A recíproca tem que ser verdadeira 


A moralidade da reciprocidade proporcional se consiste no código moral ou estágio evolutivo de consciência em que o indivíduo se torna capaz de reconhecer em outros indivíduos aquilo que apresentam de universal, suas identidades primárias, de que todos os seres vivos são indivíduos e vidas [finitos, frágeis], antes de se constituírem de maneiras específicas. Essas identidades representam o princípio da hierarquia da consciência. Tal capacidade varia muito entre os seres humanos. Os mais alienados são aqueles que dão maior importância às suas identidades mais superficiais como a classe social e a raça, do que as mais elementares. Se a morte chegará para todos, então por que o ódio ou sentimentos divisivos?? Justamente, por serem menos evoluídos ou conscientes sobre essas verdades absolutas. A partir do momento em que nos reconhecemos como iguais, indivíduos e seres vivos, são as ações que se tornam mais importantes nas interações, do que nossas constituições. Passamos a nos espelhar ao outro, a vê-lo como igual, o que somos, essencialmente. Infligir dor ao outro sem ter uma razão ou justificativa racional se torna inaceitável, pois seria como fazê-lo a nós mesmos.

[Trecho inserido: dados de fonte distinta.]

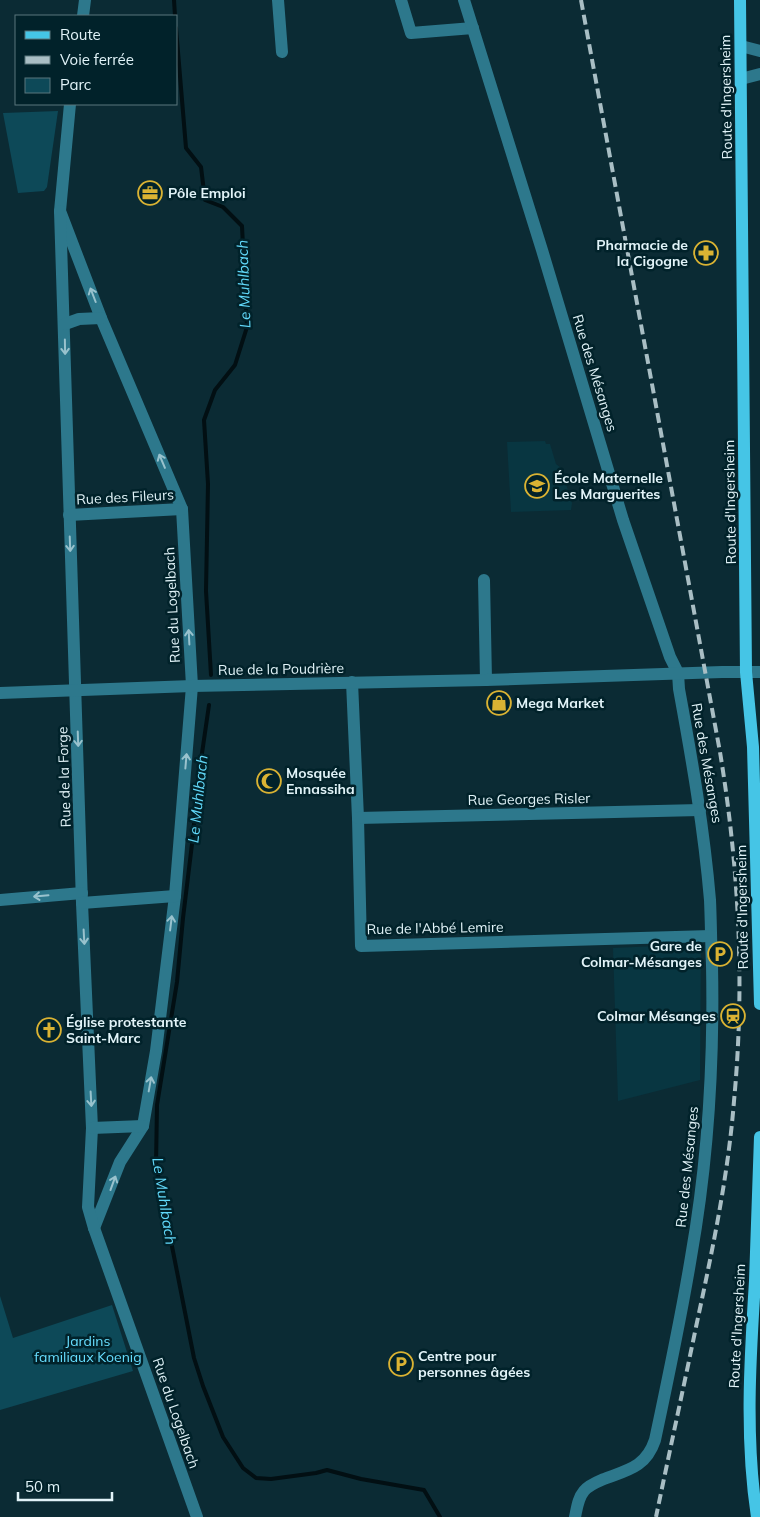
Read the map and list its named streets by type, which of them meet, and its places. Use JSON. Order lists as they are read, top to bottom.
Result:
{
  "streets": {
    "main road": ["Route d'Ingersheim"],
    "street": [
      "Rue des Mésanges",
      "Rue des Fileurs",
      "Rue du Logelbach",
      "Rue de la Poudrière",
      "Rue de la Forge",
      "Rue Georges Risler",
      "Rue de l'Abbé Lemire"
    ]
  },
  "crossings": [
    ["Route d'Ingersheim", "Rue de la Poudrière"],
    ["Rue des Mésanges", "Rue de la Poudrière"],
    ["Rue des Mésanges", "Rue Georges Risler"],
    ["Rue des Mésanges", "Rue de l'Abbé Lemire"],
    ["Rue des Fileurs", "Rue du Logelbach"],
    ["Rue des Fileurs", "Rue de la Forge"],
    ["Rue du Logelbach", "Rue de la Poudrière"],
    ["Rue du Logelbach", "Rue de la Forge"],
    ["Rue de la Poudrière", "Rue de la Forge"],
    ["Rue de la Poudrière", "Rue de l'Abbé Lemire"],
    ["Rue Georges Risler", "Rue de l'Abbé Lemire"]
  ],
  "one_way": ["Rue du Logelbach", "Rue de la Forge"],
  "water": ["Le Muhlbach"],
  "parks": ["Jardins familiaux Koenig"],
  "places": {
    "office": ["Pôle Emploi"],
    "pharmacy": ["Pharmacie de la Cigogne"],
    "school or university": ["École Maternelle Les Marguerites"],
    "shop": ["Mega Market"],
    "mosque": ["Mosquée Ennassiha"],
    "parking": ["Gare de Colmar-Mésanges", "Centre pour personnes âgées"],
    "station": ["Colmar Mésanges"],
    "church": ["Église protestante Saint-Marc"]
  },
  "legend": ["Route", "Voie ferrée", "Parc"],
  "scale_bar": "50 m"
}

 A evolução da consciência está diretamente relacionada com o aumento da importância do indivíduo para si mesmo, incluindo os seus iguais.


Certo e errado

A importância da vida e portanto do indivíduo, se torna substancial com o código moral da reciprocidade proporcional. O seu critério de certo e errado se baseia nas verdades absolutas ou conhecimentos existenciais, isto é, nos fatos mais fundamentais da vida. 

Essa moralidade é filosófica, justamente porque foi graças à filosofia, ou, à emergência da autoconsciência [expansão da percepção e sensação do mundo] que surgiu e passou a ser configurada... além da relatividade moral, presente em cada modo particular de adaptação, desses divisionismos ou circunscrições das cadeias alimentares, em direção à unidade ou igualdade universal pela consciência internalizada ou centralizada sobre a morte, sobre as identidades mais elementares, enfim, de tudo aquilo que nos une por um destino final em comum, ao invés de nos distanciar.